• EXERCISE
For every line in the records that has the word "position", make a copy.

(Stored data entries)
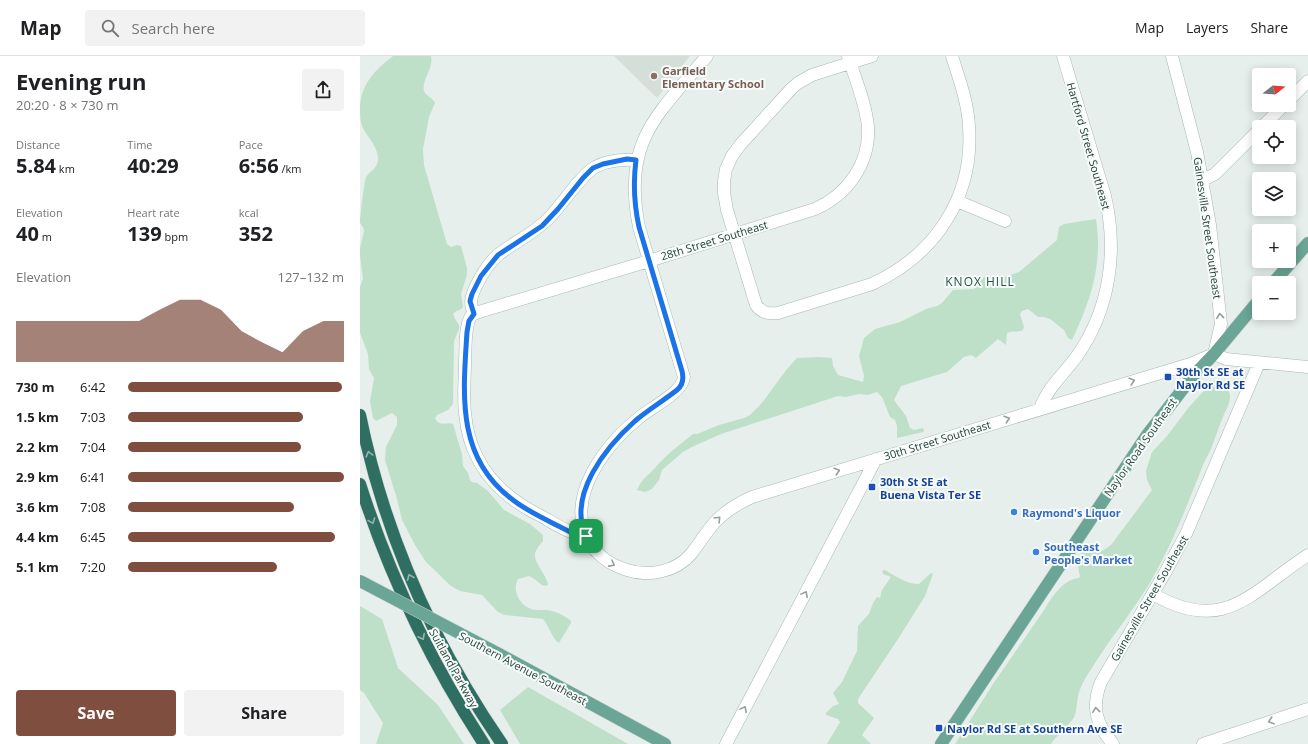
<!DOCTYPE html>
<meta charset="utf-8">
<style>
body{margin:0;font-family:"Open Sans",sans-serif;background:#f2f2f2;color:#202124;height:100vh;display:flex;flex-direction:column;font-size:15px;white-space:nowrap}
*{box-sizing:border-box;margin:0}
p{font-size:13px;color:#757577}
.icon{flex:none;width:22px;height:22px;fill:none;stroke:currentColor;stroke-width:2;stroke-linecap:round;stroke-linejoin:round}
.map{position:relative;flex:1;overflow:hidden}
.sheet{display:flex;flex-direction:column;background:#fff;width:360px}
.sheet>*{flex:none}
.needle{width:26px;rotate:73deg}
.tools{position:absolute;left:892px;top:12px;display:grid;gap:8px}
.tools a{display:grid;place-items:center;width:44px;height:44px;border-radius:4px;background:#fff;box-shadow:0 2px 10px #0003;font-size:20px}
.pin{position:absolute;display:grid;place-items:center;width:34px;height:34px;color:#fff;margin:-17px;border-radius:8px;box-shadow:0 2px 6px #0006}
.round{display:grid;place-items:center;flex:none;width:42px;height:42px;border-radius:4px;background:#f2f2f2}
.overview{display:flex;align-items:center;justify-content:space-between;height:68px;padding:0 16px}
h1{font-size:22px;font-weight:700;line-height:30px}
.figures{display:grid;grid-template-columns:repeat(3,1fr);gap:6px;height:68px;padding:4px 16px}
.figures div{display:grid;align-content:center}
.figures b{font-size:20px;font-weight:700}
.figures small{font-size:11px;font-weight:400}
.figures p{font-size:11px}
.chart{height:112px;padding:8px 16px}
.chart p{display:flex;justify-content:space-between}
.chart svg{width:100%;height:72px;margin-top:4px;fill:#7f4e3f;opacity:.7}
.action{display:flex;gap:8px;margin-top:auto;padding:8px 16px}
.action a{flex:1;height:46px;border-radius:4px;background:#7f4e3f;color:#fff;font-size:16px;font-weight:700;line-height:46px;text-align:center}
.action a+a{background:#f2f2f2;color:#202124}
ul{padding:0 16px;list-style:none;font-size:13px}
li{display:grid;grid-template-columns:64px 48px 1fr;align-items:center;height:30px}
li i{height:10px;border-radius:5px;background:#7f4e3f}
header{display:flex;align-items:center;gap:24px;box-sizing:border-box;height:56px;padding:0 20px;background:#fff;border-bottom:1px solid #e0e0e0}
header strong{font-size:19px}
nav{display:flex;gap:22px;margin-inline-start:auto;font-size:14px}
.search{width:280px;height:36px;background:#f2f2f2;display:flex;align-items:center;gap:10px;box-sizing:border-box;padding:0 14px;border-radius:4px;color:#757577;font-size:15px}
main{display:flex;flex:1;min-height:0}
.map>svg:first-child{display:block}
</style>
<header>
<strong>Map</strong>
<div class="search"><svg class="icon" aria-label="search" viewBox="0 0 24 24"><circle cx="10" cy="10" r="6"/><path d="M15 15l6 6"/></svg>Search here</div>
<nav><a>Map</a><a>Layers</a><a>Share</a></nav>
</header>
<main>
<section class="sheet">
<div class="overview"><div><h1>Evening run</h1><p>20:20 · 8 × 730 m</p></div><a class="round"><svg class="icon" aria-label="share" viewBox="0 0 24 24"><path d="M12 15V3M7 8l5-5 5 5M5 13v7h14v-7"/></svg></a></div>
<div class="figures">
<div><p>Distance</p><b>5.84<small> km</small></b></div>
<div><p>Time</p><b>40:29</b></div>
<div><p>Pace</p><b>6:56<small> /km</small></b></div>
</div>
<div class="figures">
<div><p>Elevation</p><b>40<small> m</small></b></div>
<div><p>Heart rate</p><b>139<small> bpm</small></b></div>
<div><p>kcal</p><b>352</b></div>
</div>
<div class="chart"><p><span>Elevation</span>127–132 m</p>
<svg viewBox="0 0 160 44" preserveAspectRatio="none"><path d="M0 44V19L10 19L20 19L30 19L40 19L50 19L60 19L70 12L80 6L90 6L100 12L110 25L120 32L130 38L140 25L150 19L160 19V44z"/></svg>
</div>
<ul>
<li><b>730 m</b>6:42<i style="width:99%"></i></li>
<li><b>1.5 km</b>7:03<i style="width:81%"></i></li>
<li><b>2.2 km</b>7:04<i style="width:80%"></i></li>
<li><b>2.9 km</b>6:41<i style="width:100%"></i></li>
<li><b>3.6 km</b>7:08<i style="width:77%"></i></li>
<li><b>4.4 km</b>6:45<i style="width:96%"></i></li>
<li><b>5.1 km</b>7:20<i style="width:69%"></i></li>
</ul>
<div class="action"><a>Save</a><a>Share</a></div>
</section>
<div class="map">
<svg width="948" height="688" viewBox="0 0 948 688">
<rect width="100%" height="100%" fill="#e6efeb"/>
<!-- built -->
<path fill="#d4dfda" d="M 254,0 L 330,0 L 297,42 Z"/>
<!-- green -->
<path fill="#bfe0c8" d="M 33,0 L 71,0 C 74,12 61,25 64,35 C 66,40 73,42 75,47 L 69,61 L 63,93 L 64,109 L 87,188 L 91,191 L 97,189 L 101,190 L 107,212 L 107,219 L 101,238 L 103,251 C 100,255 96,254 93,258 L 95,263 L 99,269 L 99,273 L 94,285 L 93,348 L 88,354 L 77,359 L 75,362 C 79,372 87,365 93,368 L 102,398 L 103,410 L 108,417 L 110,424 L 112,426 L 117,427 L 128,435 L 144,454 L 170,468 L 183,479 L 183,485 C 181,488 178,490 177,493 C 169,504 187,517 188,529 L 184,530 C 179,528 175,522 169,520 L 158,523 C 152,533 159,548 169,552 C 174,555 180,554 185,554 C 194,554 204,559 211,565 L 211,567 L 199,587 C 193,584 189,570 183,563 L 145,559 L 138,556 L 122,539 L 100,535 L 91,530 L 66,506 L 55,489 L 42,464 L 37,443 L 25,404 L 26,391 L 37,369 L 37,361 L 32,357 L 16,365 L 13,362 L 10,345 L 14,322 L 9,313 L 8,298 L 0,277 L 0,231 L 3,223 L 0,200 L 0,192 L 4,175 C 4,172 2,170 0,167 C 0,162 4,126 6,121 C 10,115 17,113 18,104 C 19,93 9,83 4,74 C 0,67 0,60 0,53 C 0,29 15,14 33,0 Z
M 736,163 C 743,208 731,244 712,284 L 708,282 L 704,274 L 690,263 L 684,261 L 678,261 L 668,253 L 662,255 L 660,258 L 664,271 L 663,274 C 658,277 653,274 647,277 L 646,289 L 638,283 L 616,302 L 611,299 L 604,301 L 587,316 L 541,330 L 534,344 L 546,360 L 550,372 L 554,374 L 563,372 L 564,375 L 563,376 L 537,382 L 537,370 L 535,364 L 530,361 L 522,341 L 517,336 L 508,339 L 499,338 L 486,341 L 478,340 L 361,378 L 332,391 L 323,396 L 302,414 L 299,424 L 292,433 L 285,436 L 277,434 C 283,421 287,421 295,412 C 306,399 319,389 333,378 L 337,378 L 359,369 L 384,362 L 390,359 L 401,348 L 427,313 L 437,302 L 459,301 L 472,302 L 473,310 L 478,319 L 503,326 L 504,320 L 499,300 L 504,282 L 515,273 L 540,266 L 566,253 L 577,250 L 582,247 L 593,234 L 614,233 L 624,221 L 628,220 L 645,221 L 659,216 L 697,184 L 699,171 L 704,168 Z
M 853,325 C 862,323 870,332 870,341 C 870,348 865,355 863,361 C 858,372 855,384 850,395 C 848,399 845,404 843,409 C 827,450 811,491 788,530 C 770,559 748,585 730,615 C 726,621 721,629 719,637 C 716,645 718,655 713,663 C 706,672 697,679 691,688 L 595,688 L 633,628 L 684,554 C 692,541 702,524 719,522 L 720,520 C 717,510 718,500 724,491 L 726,490 C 737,499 740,497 751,489 L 792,434 L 787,424 L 786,415 L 792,396 L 807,380 L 829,351 Z
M 525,514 C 535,520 547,528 559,528 L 571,517 L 573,518 L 565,540 L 540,580 L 498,643 L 498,647 L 514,662 L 502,679 L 511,688 L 467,688 L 480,666 L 478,663 L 466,659 L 466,657 L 473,650 L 479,648 L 473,637 L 482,626 L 497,595 L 498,570 L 506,561 L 509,558 L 513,547 L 517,541 L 520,542 L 522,534 L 531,521 L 523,518 L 522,515 Z
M 0,550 L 22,563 L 38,612 L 78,649 L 104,688 L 16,688 L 23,667 L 4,637 L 0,634 Z
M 168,631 L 268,688 L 160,688 L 140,654 Z"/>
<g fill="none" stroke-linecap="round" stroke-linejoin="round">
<defs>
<path id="minor" d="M 347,0 C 296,60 262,86 279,171 L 324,321 C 322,337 292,351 280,361 C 246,388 204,441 229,485 C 237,500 251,509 267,514 C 288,521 316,516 331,498 C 340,487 347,474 357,464 C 367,454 379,447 392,441 L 830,308 L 854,298 L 866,303 L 948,311
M 512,0 L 452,19 L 438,27 L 432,32 L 380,89 L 372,100 L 366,113 L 364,125 L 364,137 L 367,154 L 396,249 C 402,257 408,258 418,257 L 512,228 C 575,199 614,141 609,71 C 608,46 599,23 592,0
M 812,0 L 837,96 L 850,169 L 861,268 L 854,298
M 929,44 L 948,25
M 902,71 L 924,49
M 843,124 L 855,118 L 899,74
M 597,145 L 645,165
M 114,258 C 109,247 111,241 116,230 C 122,218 129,206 139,198 C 155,186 174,177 188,163 C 202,149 220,120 235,111 C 248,104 262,103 277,104
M 680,353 C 687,332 704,318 717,300 C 750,253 758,195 745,140 L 703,0
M 226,480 C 209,478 194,467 179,459 C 137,438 109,406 105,357 C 103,340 105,322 105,305 C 106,293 104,266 113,258 C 116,257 119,256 122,255 L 289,205 L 455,153 C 487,139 510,108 508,71 C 506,48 495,22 488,0
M 793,538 C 865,580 892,535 948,499
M 366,688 L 516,403
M 753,688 C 736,668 731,651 741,626 L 806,515 L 826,478 L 899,307
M 843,688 L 948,653"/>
<path id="major" d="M 913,227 L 948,187
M 139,598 L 305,688
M 581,688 L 787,379 L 833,320 L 854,298 L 899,244"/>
<path id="highway" d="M 0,359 C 24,477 74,589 142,688
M 0,428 C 30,522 70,605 124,688"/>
</defs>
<!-- minor casing -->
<use href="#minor" stroke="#a8b8b2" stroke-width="13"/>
<!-- major casing -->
<use href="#major" stroke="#c2cac8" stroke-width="13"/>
<!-- highway casing -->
<use href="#highway" stroke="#c2cac8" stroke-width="13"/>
<!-- minor -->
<use href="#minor" stroke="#fff" stroke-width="12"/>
<!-- major -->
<use href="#major" stroke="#6aa596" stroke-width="12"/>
<!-- highway -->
<use href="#highway" stroke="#2f6f62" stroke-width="12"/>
<defs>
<path id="major-bridge" d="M 0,525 L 139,598"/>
</defs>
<!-- major-bridge casing -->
<use href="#major-bridge" stroke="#c2cac8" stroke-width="13" stroke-linecap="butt"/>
<!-- major-bridge -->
<use href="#major-bridge" stroke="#6aa596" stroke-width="12"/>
</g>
<!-- one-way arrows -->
<defs><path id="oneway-chevron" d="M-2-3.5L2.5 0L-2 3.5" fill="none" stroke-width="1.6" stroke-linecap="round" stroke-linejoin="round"/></defs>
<g stroke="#92a09c">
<use href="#oneway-chevron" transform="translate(860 260) rotate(-96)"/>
<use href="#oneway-chevron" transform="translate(772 325) rotate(-17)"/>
<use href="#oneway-chevron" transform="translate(647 363) rotate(-17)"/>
<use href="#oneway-chevron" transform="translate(477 415) rotate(-17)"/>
<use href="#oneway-chevron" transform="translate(358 463) rotate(-45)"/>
<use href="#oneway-chevron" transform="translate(252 508) rotate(28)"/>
<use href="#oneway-chevron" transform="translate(445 538) rotate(-62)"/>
<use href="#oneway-chevron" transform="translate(384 653) rotate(-62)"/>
<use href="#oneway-chevron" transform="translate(736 654) rotate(-96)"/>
<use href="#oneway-chevron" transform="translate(911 665) rotate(161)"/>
</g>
<g stroke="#93b5ae">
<use href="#oneway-chevron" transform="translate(9 398) rotate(-105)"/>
<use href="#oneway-chevron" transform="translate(12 465) rotate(70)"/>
<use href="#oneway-chevron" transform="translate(50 521) rotate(-112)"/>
<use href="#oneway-chevron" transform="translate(62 581) rotate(63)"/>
</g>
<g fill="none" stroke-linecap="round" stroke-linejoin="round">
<defs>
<path id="route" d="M 267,103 L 276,104 C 273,127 274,148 279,171 L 322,315 C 324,323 323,329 317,334 C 303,345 288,354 275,365 C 246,391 207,439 226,480 L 214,478 C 194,467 171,458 153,444 C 96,402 103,339 107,276 L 109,265 L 114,258 L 110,245 L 112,238 L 121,220 L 138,199 L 182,170 L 198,153 L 223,122 L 233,112 L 243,108 Z"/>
</defs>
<!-- route casing -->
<use href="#route" stroke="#fff" stroke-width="8"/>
<!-- route -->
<use href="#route" stroke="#1a73e8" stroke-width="5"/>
</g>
<!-- markers -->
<circle fill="#8d6e63" stroke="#f7fbf9" stroke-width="1.5" cx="294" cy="20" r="4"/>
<g fill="#1a4fb4" stroke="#f7fbf9" stroke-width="1.5">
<rect x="804" y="317" width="8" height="8" rx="2"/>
<rect x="508" y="427" width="8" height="8" rx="2"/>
<rect x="575" y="668" width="8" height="8" rx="2"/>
</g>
<g fill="#3f7fe0" stroke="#f7fbf9" stroke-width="1.5">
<circle cx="654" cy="456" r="4"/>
<circle cx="676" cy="496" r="4"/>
</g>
<g text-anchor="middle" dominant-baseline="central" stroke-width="4" stroke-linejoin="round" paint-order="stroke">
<!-- education labels -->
<g font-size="11" font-weight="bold" fill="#785e54" stroke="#f7fbf9" text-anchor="start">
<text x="302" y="14">Garfield<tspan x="302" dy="13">Elementary School</tspan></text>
</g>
<!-- street labels -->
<g font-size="11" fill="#24423a" stroke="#f7fbf9">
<text transform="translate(729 90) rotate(74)">Hartford Street Southeast</text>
<text transform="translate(848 172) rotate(82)">Gainesville Street Southeast</text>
<text transform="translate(354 184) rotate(-17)">28th Street Southeast</text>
<text transform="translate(577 384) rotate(-17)">30th Street Southeast</text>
<text transform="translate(780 391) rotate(-55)">Naylor Road Southeast</text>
<text transform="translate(789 542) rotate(-60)">Gainesville Street Southeast</text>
<text transform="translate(94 612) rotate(61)">Suitland Parkway</text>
<text transform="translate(163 612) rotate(28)">Southern Avenue Southeast</text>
</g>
<!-- transit labels -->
<g font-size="11" font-weight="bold" fill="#164399" stroke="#f7fbf9" text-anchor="start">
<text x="816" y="315">30th St SE at<tspan x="816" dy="13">Naylor Rd SE</tspan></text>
<text x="520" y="425">30th St SE at<tspan x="520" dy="13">Buena Vista Ter SE</tspan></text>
<text x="587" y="672">Naylor Rd SE at Southern Ave SE</text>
</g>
<!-- shop labels -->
<g font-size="11" font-weight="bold" fill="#366cbe" stroke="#f7fbf9" text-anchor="start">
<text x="662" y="456">Raymond's Liquor</text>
<text x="684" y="490">Southeast<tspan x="684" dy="13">People's Market</tspan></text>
</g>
<!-- neighbourhood labels -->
<g font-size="12" letter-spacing="1" fill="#1f5548" stroke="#f7fbf9">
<text x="620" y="225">KNOX HILL</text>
</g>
</g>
</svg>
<div class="tools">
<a><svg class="needle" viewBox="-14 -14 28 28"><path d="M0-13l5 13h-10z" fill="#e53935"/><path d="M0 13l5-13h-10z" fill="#757577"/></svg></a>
<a><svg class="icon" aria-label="locate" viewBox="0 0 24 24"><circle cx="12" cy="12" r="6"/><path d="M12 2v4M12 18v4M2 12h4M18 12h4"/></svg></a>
<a><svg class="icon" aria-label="layers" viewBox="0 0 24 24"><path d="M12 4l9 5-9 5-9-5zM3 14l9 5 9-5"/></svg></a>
<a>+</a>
<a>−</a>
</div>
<div class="pin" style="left:226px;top:480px;background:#1e9e55"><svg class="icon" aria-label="arrive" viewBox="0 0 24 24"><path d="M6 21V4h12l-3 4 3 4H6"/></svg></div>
</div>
</main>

• SOLUTION TO THIS EXERCISE
.map{position:relative;flex:1;overflow:hidden}
.tools{position:absolute;left:892px;top:12px;display:grid;gap:8px}
.pin{position:absolute;display:grid;place-items:center;width:34px;height:34px;color:#fff;margin:-17px;border-radius:8px;box-shadow:0 2px 6px #0006}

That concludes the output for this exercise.